The best thing to do is visit Can I Vote and select your state from the dropdown menu for more specifics.
Mail-in voting is safe and secure (and not new – 1 in 4 voters voted by mail in 2018), and may be a lower-risk alternative for people with diabetes during the COVID-19 pandemic. However, recent concerns have been flagged by the post office about the timing of returning mail-in ballots.
Important advice – vote early! Request a mail-in ballot well before the deadline, fill it out with plenty of time to spare and send it back at least two weeks before your state’s deadline (usually Election Day), or plan ahead to drop it off at a ballot drop location near you on election day. Look up your ballot drop box location – it may not be the same as your polling place.
Deadlines to request your absentee or mail-in ballot can be found here, but we recommend requesting it as early as possible!
3. If You’re Voting in Person, Make a Plan
If you prefer to vote in person or find that deadlines or other obstacles mean you must vote in person on November 3rd, it’s best to have a plan in place before Election Day. While lines and wait times vary from place to place, plan to wait in line. Adjust your schedule ahead of time so you can stay until you’ve cast your vote.

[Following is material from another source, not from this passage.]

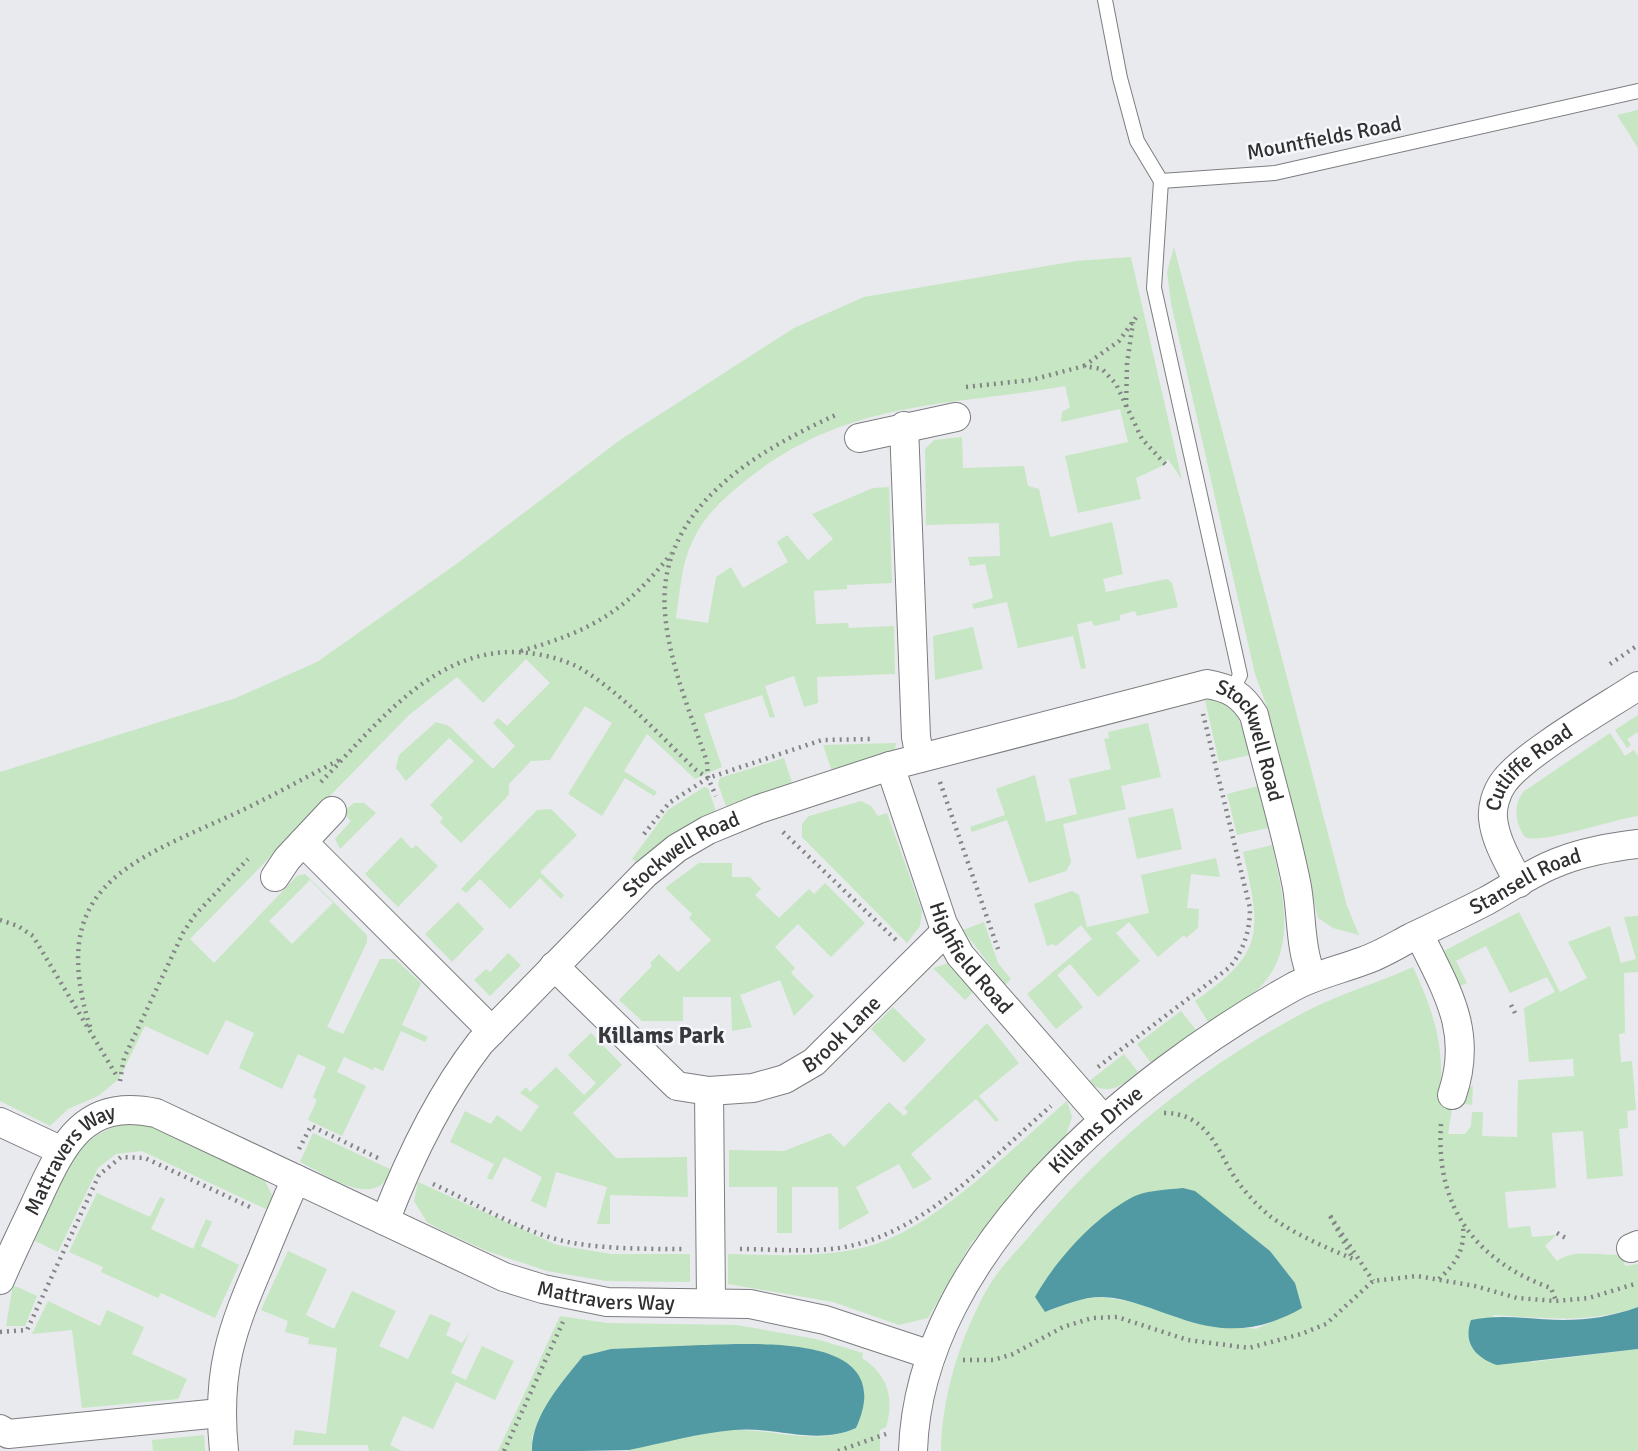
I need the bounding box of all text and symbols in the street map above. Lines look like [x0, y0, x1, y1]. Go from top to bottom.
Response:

Find your polling place using this locator from vote.org. Make a plan for transportation. If you don’t have a ride to the polls, there may be local volunteers or free rides through ride services. (We’ll post more information as it becomes available!)

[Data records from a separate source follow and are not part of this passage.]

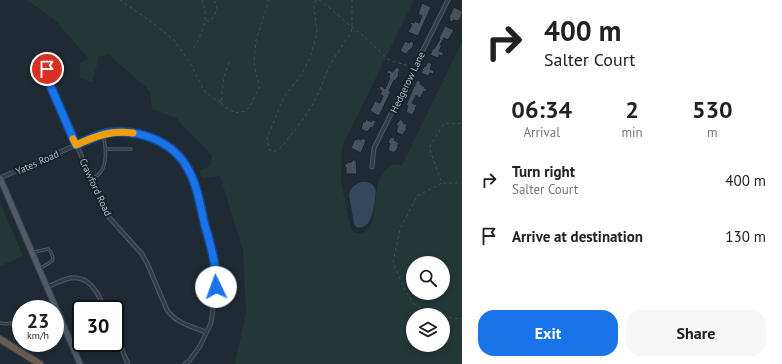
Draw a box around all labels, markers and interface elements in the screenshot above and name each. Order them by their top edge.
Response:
text: 400 m [544,12,621,49]
icon: right [478,16,530,68]
text: Salter Court [544,48,635,71]
street label: Hedgerow Lane [387,49,428,115]
pin [30,52,64,86]
icon: arrive [36,58,58,80]
text: 06:34 [511,94,572,125]
text: 2 [625,94,639,125]
text: 530 [692,94,733,125]
text: Arrival [524,124,560,141]
text: min [621,124,643,141]
text: m [707,124,718,141]
street label: Yates Road [13,147,61,178]
street label: Crawford Road [76,156,115,218]
text: Turn right [512,162,575,181]
icon: right [478,169,500,191]
text: 400 m [725,171,766,190]
text: Salter Court [512,181,578,198]
icon: arrive [478,225,500,247]
text: Arrive at destination [512,227,643,246]
text: 130 m [725,227,766,246]
map controls [406,256,450,352]
button: search [406,256,450,300]
position arrow [195,266,237,308]
speed limit sign: 30 [72,300,124,352]
text: 23 [27,308,49,334]
button: layers [406,308,450,352]
button: Exit [478,310,618,356]
button: Share [626,310,766,356]
text: km/h [27,329,49,342]

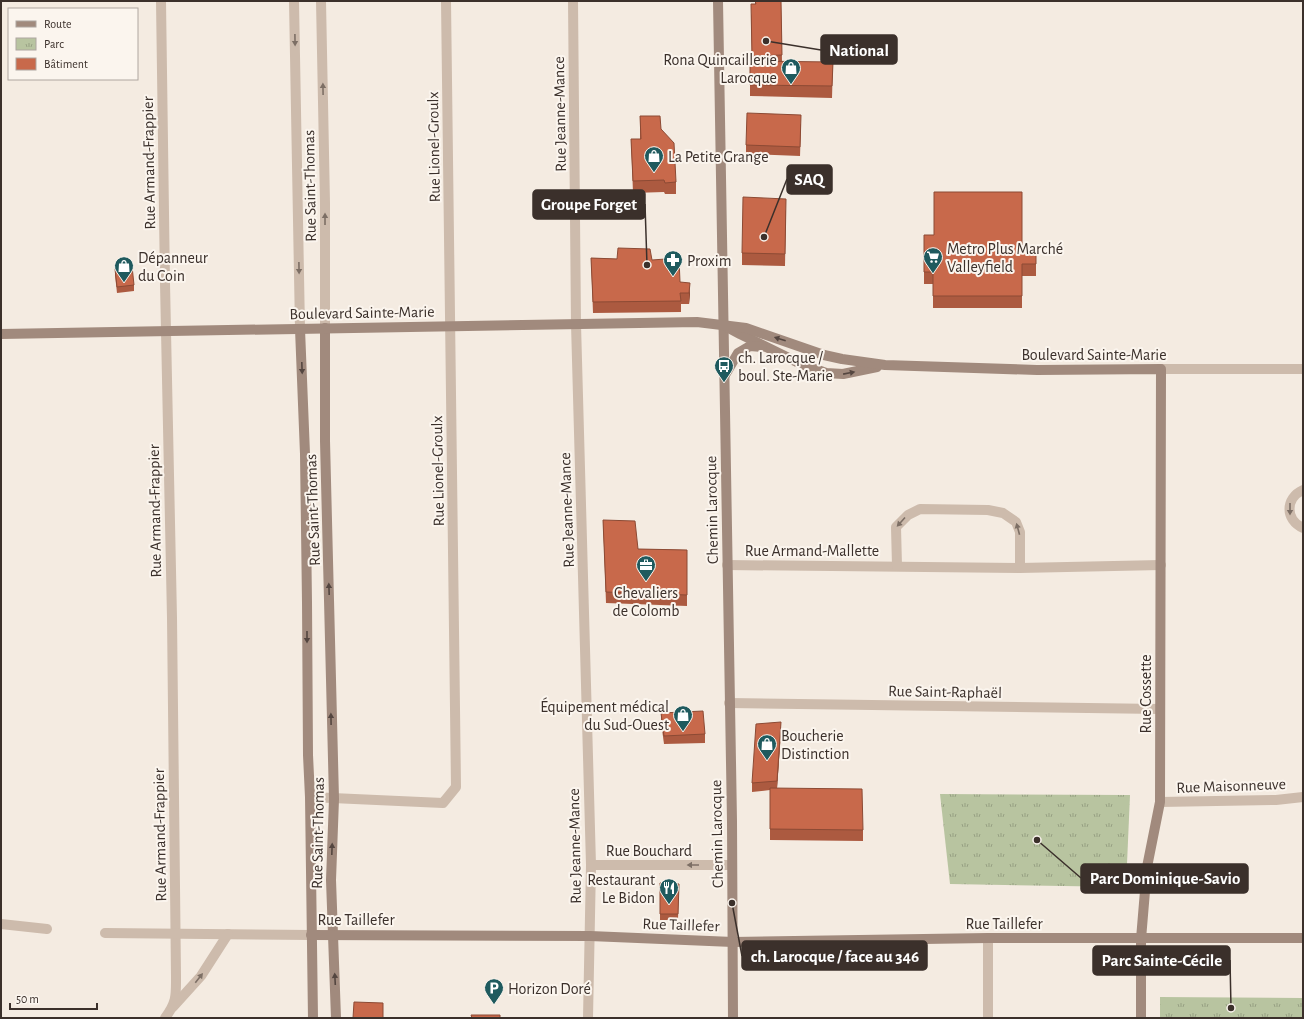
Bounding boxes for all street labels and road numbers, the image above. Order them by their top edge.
street label: Rue Jeanne-Mance [551,56,569,172]
street label: Rue Lionel-Groulx [425,91,443,203]
street label: Rue Armand-Frappier [140,95,158,230]
street label: Rue Saint-Thomas [301,130,319,242]
street label: Boulevard Sainte-Marie [289,304,435,322]
street label: Boulevard Sainte-Marie [1021,347,1167,363]
street label: Rue Lionel-Groulx [429,415,447,527]
street label: Rue Armand-Frappier [146,443,164,578]
street label: Rue Jeanne-Mance [557,452,577,568]
street label: Rue Saint-Thomas [303,454,323,566]
street label: Chemin Larocque [703,456,721,564]
street label: Rue Armand-Mallette [745,543,879,559]
street label: Rue Cossette [1138,654,1154,734]
street label: Rue Saint-Raphaël [888,683,1002,701]
street label: Rue Armand-Frappier [151,767,169,902]
street label: Rue Maisonneuve [1176,776,1286,796]
street label: Rue Saint-Thomas [309,777,327,889]
street label: Chemin Larocque [708,780,726,888]
street label: Rue Jeanne-Mance [566,788,584,904]
street label: Rue Bouchard [606,843,692,859]
street label: Rue Taillefer [317,912,395,928]
street label: Rue Taillefer [642,916,721,934]
street label: Rue Taillefer [965,916,1043,932]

Going to the polls checklist:
- Personal identification – varies by state, check what you need here.
- Low snacks and diabetes supplies (don’t forget water and depending on when you’re voting, pack regular snacks as well!)
- Phone number for the Election Protection Hotline – call if you run into any problems or have questions on Election Day:
- English: 1-866-OUR-VOTE / 1-866-687-8683
- Spanish: 1-888-VE-Y-VOTA / 1-888-839-8682
- Arabic: 1-844-YALLA-US / 1-844-925-5287
- For Bengali, Cantonese, Hindi, Urdu, Korean, Mandarin, Tagalog, or Vietnamese: 1-888-274-8683
Important reminders from the ACLU:
- If the polls close while you’re still in line, stay in line – you have the right to vote.
- If you make a mistake on your ballot, ask for a new one.
- If the machines are down at your polling place, ask for a paper ballot.